The problems are emerging as the generation born after World War II moves into retirement.
“The first wave of under-prepared workers is going to try to go into retirement and will find they can’t afford to do so,” said Norman Dreger, a retirement specialist with the consulting firm Mercer in Frankfurt, Germany.
The crisis is a convergence of three factors:
· Countries are slashing retirement benefits and raising the age to start collecting them. These countries are awash in debt since the recession hit. And they face a demographics disaster as retirees live longer and falling birth rates mean there will be fewer workers to support them.
· Companies have eliminated traditional pension plans that guaranteed employees a monthly check in retirement.
· Individuals spent freely and failed to save before the recession and saw much of their wealth disappear once it hit.
Those factors have been documented individually.
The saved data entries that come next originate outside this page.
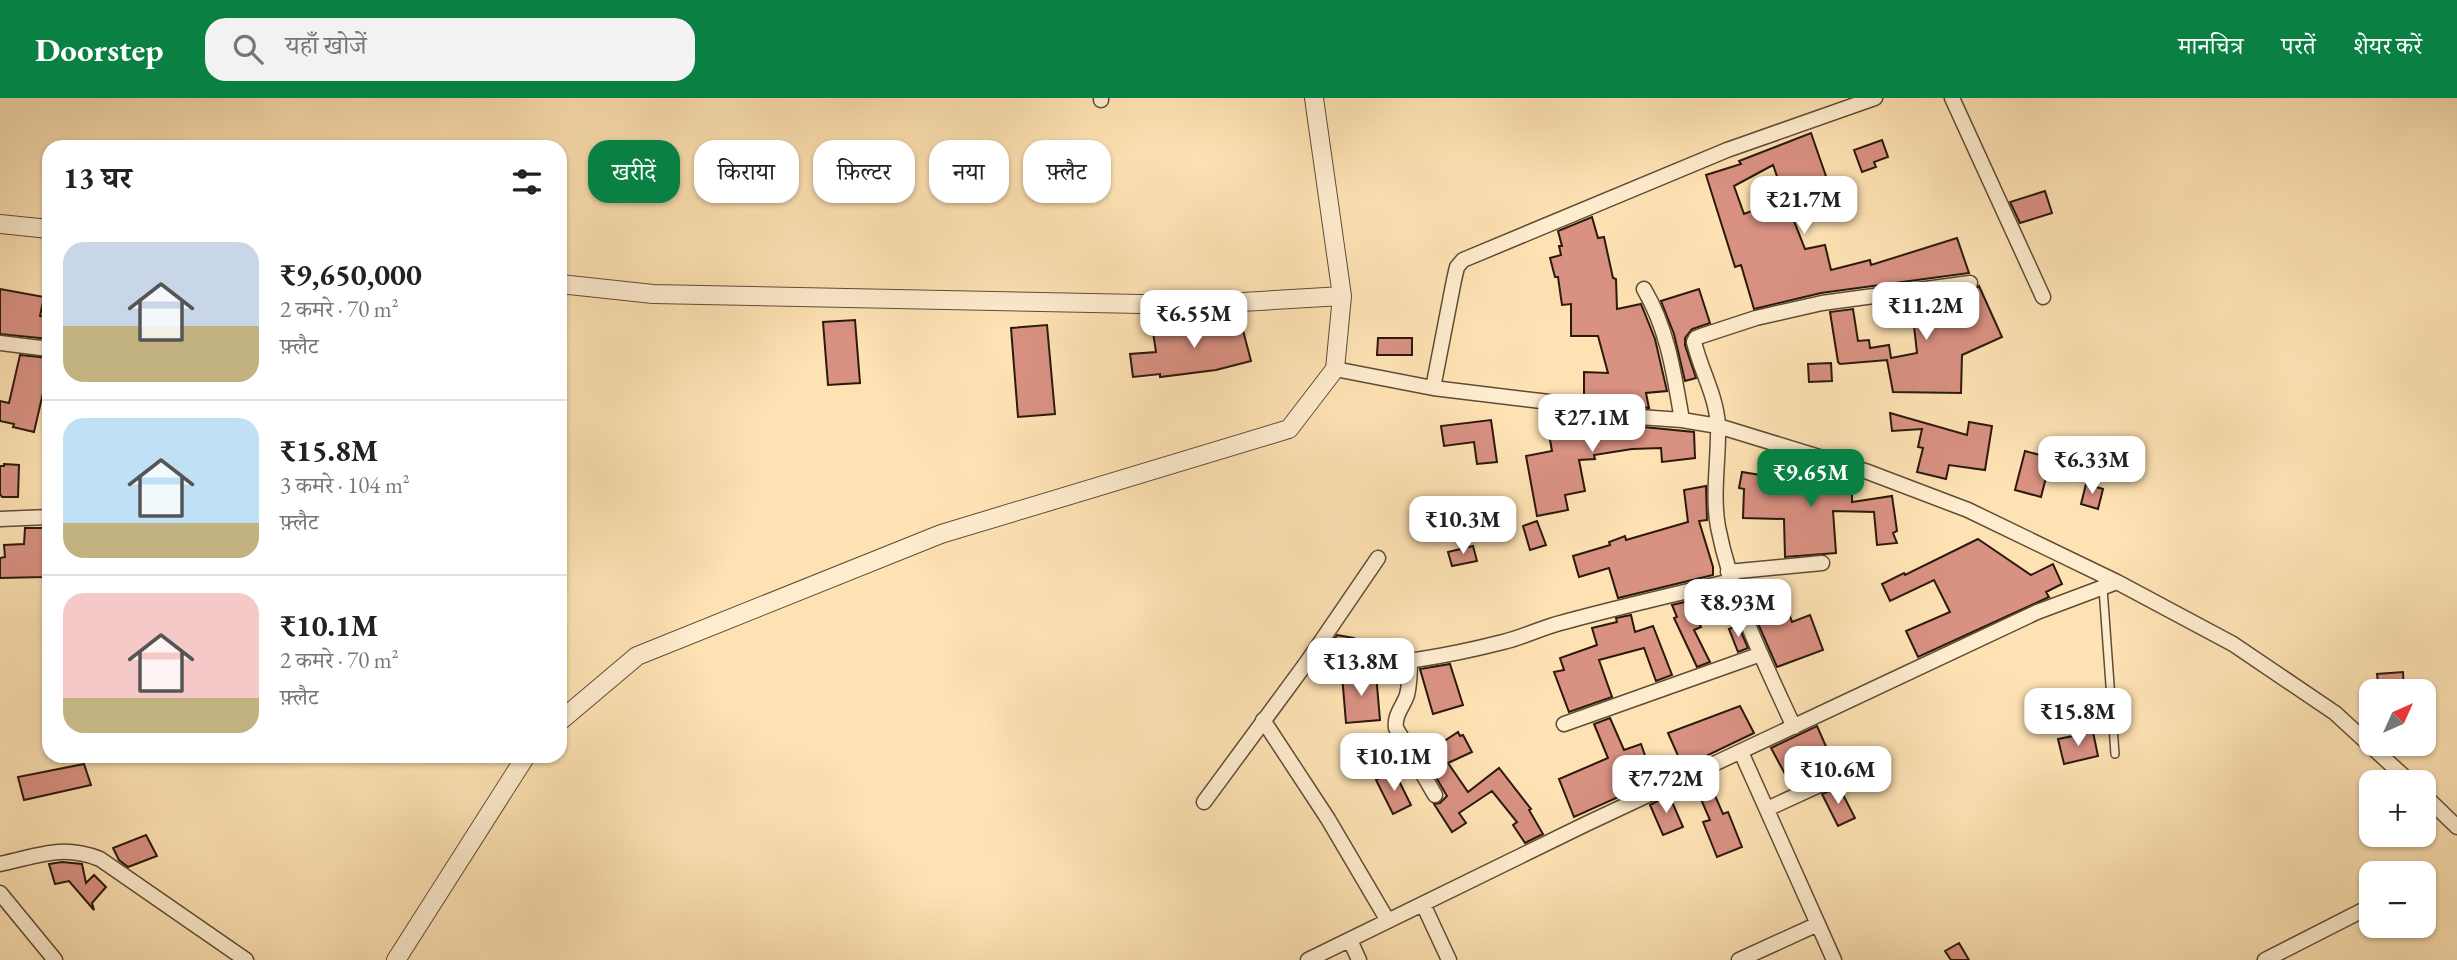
<!DOCTYPE html>
<html lang="hi">
<head>
<meta charset="utf-8">
<style>
	body { margin:0; font-family:"EB Garamond","Noto Serif Devanagari",serif; background:#f2f2f2; color:#222; height:100vh; display:flex; flex-direction:column; font-size:26px; white-space:nowrap }
	* { box-sizing:border-box; margin:0 }
	p { font-size:23px; color:#767676 }
	.icon { flex:none; width:38px; height:38px; fill:none; stroke:currentColor; stroke-width:2; stroke-linecap:round; stroke-linejoin:round }
	.map { position:relative; flex:1; overflow:hidden }
	.panel { position:absolute; left:42px; top:42px; width:525px; height:623px; display:flex; flex-direction:column; background:#fff; border-radius:21px; box-shadow:0 2px 5px #0004 }
	.panel>* { flex:none }
	.hud { position:absolute; left:588px; top:42px; width:665px; height:63px; display:flex; gap:14px }
	.needle { width:46px; rotate:45deg }
	.controls { position:absolute; left:2359px; top:581px; display:grid; gap:14px }
	.controls a { display:grid; place-items:center; width:77px; height:77px; border-radius:14px; background:#fff; box-shadow:0 2px 5px #0004; font-size:35px }
	.price { position:absolute; translate:-50% -60px; padding:0 16px; border-radius:14px; background:#fff; color:#222; font-size:23px; line-height:46px; filter:drop-shadow(0 2px 4px #0008) }
	.price::after { content:''; position:absolute; left:50%; top:42px; width:21px; height:16px; margin-left:-10px; background:inherit; clip-path:polygon(0 0,100% 0,50% 100%) }
	.price.active { background:#0b8043; color:#fff }
	ul { padding:0; list-style:none }
	li { display:flex; align-items:center; gap:21px; height:175px; padding:0 21px }
	li+li { border-top:2px solid #e0e0e0 }
	li span { display:grid; place-items:center; flex:none; width:196px; height:140px; border-radius:21px; color:#555 }
	li>.icon { margin-inline-start:auto }
	span .icon { width:84px; height:84px; fill:#fffc; stroke-width:1 }
	li b { font-size:30px }
	h2 { display:flex; justify-content:space-between; align-items:center; height:84px; padding:0 21px; font-size:30px }
	.pill { padding:0 24px; border-radius:21px; background:#fff; box-shadow:0 2px 5px #0004; font-size:24px; line-height:63px }
	.pill.active { background:#0b8043; color:#fff }
	header { display:flex; align-items:center; gap:42px; box-sizing:border-box; height:98px; padding:0 35px; background:#0b8043; color:#fff }
	header strong { font-size:33px }
	nav { display:flex; gap:38px; margin-inline-start:auto; font-size:24px }
	.search { width:490px; height:63px; background:#f2f2f2; display:flex; align-items:center; gap:18px; box-sizing:border-box; padding:0 24px; border-radius:21px; color:#767676; font-size:26px }
	.map>svg:first-child { display:block }
</style>
</head>
<body>
<header>
<strong>Doorstep</strong>
<div class="search"><svg class="icon" aria-label="search" viewBox="0 0 24 24"><circle cx="10" cy="10" r="6"/><path d="M15 15l6 6"/></svg>यहाँ खोजें</div>
<nav><a>मानचित्र</a><a>परतें</a><a>शेयर करें</a></nav>
</header>
<div class="map">
<svg width="2457" height="862" viewBox="0 0 2457 862">
	<rect width="100%" height="100%" fill="#fee2b3"/>
	<filter id="stains"><feTurbulence type="fractalNoise" baseFrequency=".00286" numOctaves="4"/><feColorMatrix values="0 0 0 0 .2 0 0 0 0 .09 0 0 0 0 .02 0 0 0 .5 -.17"/></filter>
	<radialGradient id="worn" r=".72"><stop offset=".6" stop-color="#630" stop-opacity="0"/><stop offset="1" stop-color="#630" stop-opacity=".3"/></radialGradient>
	<path fill="#d99182" stroke="#2a1a0d" stroke-width="2" d="M1811,35L1828,84L1784,98L1773,67L1734,88L1744,116L1785,100L1805,151L1825,147L1831,172L1870,162L1871,167L1957,140L1969,175L1821,195L1754,211L1741,167L1735,169L1706,77L1741,66L1739,63Z
		M1882,42L1888,59L1874,64L1876,69L1862,74L1854,52Z
		M2045,93L2052,115L2020,125L2010,104Z
		M1592,119L1598,140L1604,139L1613,180L1616,181L1617,211L1641,206L1655,241L1667,293L1646,295L1649,310L1584,301V274L1608,275L1598,238H1571V206L1562,207L1558,179H1555L1550,160L1561,157L1559,148H1562L1558,133Z
		M1979,188L2002,239L1962,257L1961,295L1893,294L1887,262L1840,266L1838,264L1830,214L1853,211L1858,243L1869,242L1870,250L1889,247L1891,260L1917,255L1914,228L1908,203L1971,195Z
		M0,191L44,199L40,218L49,220V241L0,236Z
		M1699,191L1710,225L1692,231L1685,240V247L1696,280L1685,283L1674,236L1661,203Z
		M1239,217L1251,263L1216,272L1160,279V276L1133,279L1130,256L1156,254L1153,234L1205,226V225Z
		M855,222L860,285L828,287L823,224Z
		M1047,227L1055,316L1018,319L1011,230Z
		M1378,240H1412V257H1377Z
		M20,257L49,260V269L34,334L13,329L14,326L0,323V303L9,305Z
		M1831,265L1832,283L1809,284L1808,266Z
		M1890,315L1967,337L1969,324L1992,328L1985,372L1949,367L1946,381L1917,374L1923,350L1918,349L1922,331L1892,333Z
		M1563,316L1623,327L1694,334L1695,360L1662,364L1661,350L1632,351L1594,357L1595,361L1579,362L1585,393L1565,397L1568,412L1537,418L1526,358L1552,353L1546,319Z
		M1491,322L1497,364L1477,366L1474,344L1444,348L1441,328Z
		M2025,353L2051,360L2041,399L2015,392Z
		M1792,363L1821,370L1820,382L1841,383V389L1852,387V404L1892,398L1897,433L1893,435L1897,445L1877,447L1874,414L1833,413L1836,455L1785,459L1784,421L1743,420L1744,391L1739,390L1742,374L1791,382Z
		M4,366L19,367L18,399H2L0,396V368H4Z
		M2086,386L2103,391L2098,411L2081,406Z
		M1706,388L1707,422L1699,423L1713,469V477L1618,500L1609,470L1579,479L1573,458L1610,447L1609,444L1625,438L1626,442L1688,424L1684,392Z
		M1537,423L1546,447L1530,452L1523,428Z
		M25,430H46L44,479L0,480V460L5,459L4,447L24,446Z
		M1978,441L2031,477L2053,466L2062,486L2046,494L2049,499L1918,559L1906,533L1950,514L1934,482L1890,503L1882,486L1904,475L1905,477Z
		M1473,448L1477,463L1452,468L1448,454Z
		M1689,503L1701,529L1694,532L1710,564L1697,569L1674,520L1677,519L1672,507Z
		M1787,510L1792,524L1810,517L1823,552L1777,569L1756,521Z
		M1631,517L1635,534L1653,528L1672,577L1656,583L1644,550L1599,562L1612,599L1569,614L1554,574L1564,572L1560,560L1597,547L1592,530L1617,524L1616,520Z
		M1738,527L1748,550L1738,554L1729,531Z
		M1337,537L1354,540L1348,557L1324,556Z
		M1450,566L1463,607L1433,616L1420,571Z
		M2403,574L2404,593H2379L2377,576Z
		M1376,576L1380,622L1346,625L1342,577Z
		M1740,608L1754,635L1683,669L1668,635Z
		M1610,620L1624,652L1641,646L1654,683L1574,719L1559,681L1608,660L1594,626Z
		M1817,628L1835,669L1792,689L1771,650Z
		M1458,634L1460,638L1463,637L1472,654L1448,665L1468,694L1499,670L1531,711L1529,712L1543,736L1525,745L1513,727L1517,724L1492,693L1459,715L1466,725L1452,734L1434,706L1440,705L1447,698L1423,657Z
		M2093,634L2098,658L2064,666L2058,641Z
		M84,666L91,687L24,702L18,679Z
		M1394,673L1411,707L1393,716L1376,682Z
		M1839,689L1855,720L1838,728L1822,696Z
		M1713,693L1723,716L1728,714L1742,749L1717,759L1703,724L1710,722L1700,699Z
		M1669,697L1683,729L1663,737L1650,707Z
		M146,737L157,758L128,769L119,762L113,750Z
		M62,764L82,766L86,785L94,777L106,789L92,805L94,812L69,783L55,786L49,766Z
		M1959,845L1969,862H1951L1945,853Z"/>
	<g fill="none" stroke-linecap="round" stroke-linejoin="round">
		<g stroke="#5f4c36" stroke-width="10">
			<path id="service" d="M2103,490L2115,656"/>
		</g>
		<g stroke="#5f4c36" stroke-width="17">
			<path id="minor" d="M1101,0V2
				M1952,0L2043,199
				M1644,191C1668,232 1674,276 1682,322
				M0,245L49,251
				M1335,271L1433,290L1549,304L1625,318L1682,322L1718,328L1868,374L1968,412L2117,484L2233,546L2335,615L2410,684
				M1433,290L1454,182L1457,169L1463,162L1727,52L1875,0
				M0,421L49,419
				M1728,474L1822,465
				M1410,562C1410,574 1410,585 1407,597C1403,609 1394,617 1396,630L1435,697
				M1307,564C1368,574 1444,559 1503,544C1524,539 1543,529 1564,524C1619,509 1675,496 1731,483
				M1263,622L1328,721L1388,823
				M1564,626L1761,556
				M1794,629C1764,564 1732,500 1718,429C1712,395 1719,361 1718,327C1716,297 1701,273 1694,244L1696,240L1701,238L1756,220L1822,205L1970,185
				M1741,654L1834,862
				M2424,697L2457,729
				M1204,704L1307,564L1378,460
				M1767,711L1852,672
				M0,766C38,758 62,746 100,761L246,862
				M0,795L55,862
				M1423,806L1449,862
				M1350,842L1359,862
				M1308,862L1586,726L2037,514L2117,484
				M1739,862L1818,826
				M2265,862L2371,808"/>
		</g>
		<g stroke="#5f4c36" stroke-width="20">
			<path id="tertiary" d="M0,126L49,131
				M560,186L653,196L1191,207L1342,198
				M560,623L637,558L941,436L1289,331L1335,271L1342,198L1314,0
				M396,862L526,658"/>
		</g>
		<use href="#service" stroke="#feecce" stroke-width="7"/>
		<use href="#minor" stroke="#feecce" stroke-width="14"/>
		<use href="#tertiary" stroke="#feecce" stroke-width="18"/>
	</g>
	<rect width="100%" height="100%" filter="url(#stains)"/>
	<rect width="100%" height="100%" fill="url(#worn)"/>
</svg>
<div class="controls">
<a><svg class="needle" viewBox="-14 -14 28 28"><path d="M0-13l5 13h-10z" fill="#e53935"/><path d="M0 13l5-13h-10z" fill="#767676"/></svg></a>
<a>+</a>
<a>−</a>
</div>
<b class="price" style="left:1804px;top:138px">₹21.7M</b>
<b class="price" style="left:1926px;top:244px">₹11.2M</b>
<b class="price" style="left:1194px;top:252px">₹6.55M</b>
<b class="price" style="left:1592px;top:356px">₹27.1M</b>
<b class="price" style="left:2092px;top:398px">₹6.33M</b>
<b class="price active" style="left:1811px;top:411px">₹9.65M</b>
<b class="price" style="left:1463px;top:458px">₹10.3M</b>
<b class="price" style="left:1738px;top:541px">₹8.93M</b>
<b class="price" style="left:1361px;top:600px">₹13.8M</b>
<b class="price" style="left:2078px;top:650px">₹15.8M</b>
<b class="price" style="left:1394px;top:695px">₹10.1M</b>
<b class="price" style="left:1838px;top:708px">₹10.6M</b>
<b class="price" style="left:1666px;top:717px">₹7.72M</b>
<div class="hud">
<a class="pill active">खरीदें</a>
<a class="pill">किराया</a>
<a class="pill">फ़िल्टर</a>
<a class="pill">नया</a>
<a class="pill">फ़्लैट</a>
</div>
<section class="panel">
<h2>13 घर<svg class="icon" aria-label="filters" viewBox="0 0 24 24"><path d="M4 7h16M4 17h16"/><circle cx="9" cy="7" r="2"/><circle cx="15" cy="17" r="2"/></svg></h2>
<ul>
<li><span style="background:linear-gradient(#c9d6e8 60%,#c2b280 0)"><svg class="icon" aria-label="home" viewBox="0 0 24 24"><path d="M3 11l9-7 9 7M6 9v11h12V9"/></svg></span><div><b>₹9,650,000</b><p>2 कमरे · 70 m²</p><p>फ़्लैट</p></div></li>
<li><span style="background:linear-gradient(#bfe0f5 75%,#c2b280 0)"><svg class="icon" aria-label="home" viewBox="0 0 24 24"><path d="M3 11l9-7 9 7M6 9v11h12V9"/></svg></span><div><b>₹15.8M</b><p>3 कमरे · 104 m²</p><p>फ़्लैट</p></div></li>
<li><span style="background:linear-gradient(#f6c9c9 75%,#c2b280 0)"><svg class="icon" aria-label="home" viewBox="0 0 24 24"><path d="M3 11l9-7 9 7M6 9v11h12V9"/></svg></span><div><b>₹10.1M</b><p>2 कमरे · 70 m²</p><p>फ़्लैट</p></div></li>
</ul>
</section>
</div>
</body>
</html>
What is less appreciated is their combined ferocity and global scope.
“Most countries are not ready to meet what is sure to be one of the defining challenges of the 21st century,” the Center for Strategic and International Studies in Washington concludes.
Mikio Fukushima, who is 52 and lives in Tokyo, worries that he might need to move somewhere cheaper, maybe Malaysia, after age 70 to get by comfortably on income from his investments and a public pension of just $10,000 a year.
People like Fukushima who are fretting over their retirement prospects stand in contrast to many who are already retired. Many workers were recipients of generous corporate pensions and government benefits that had yet to be cut.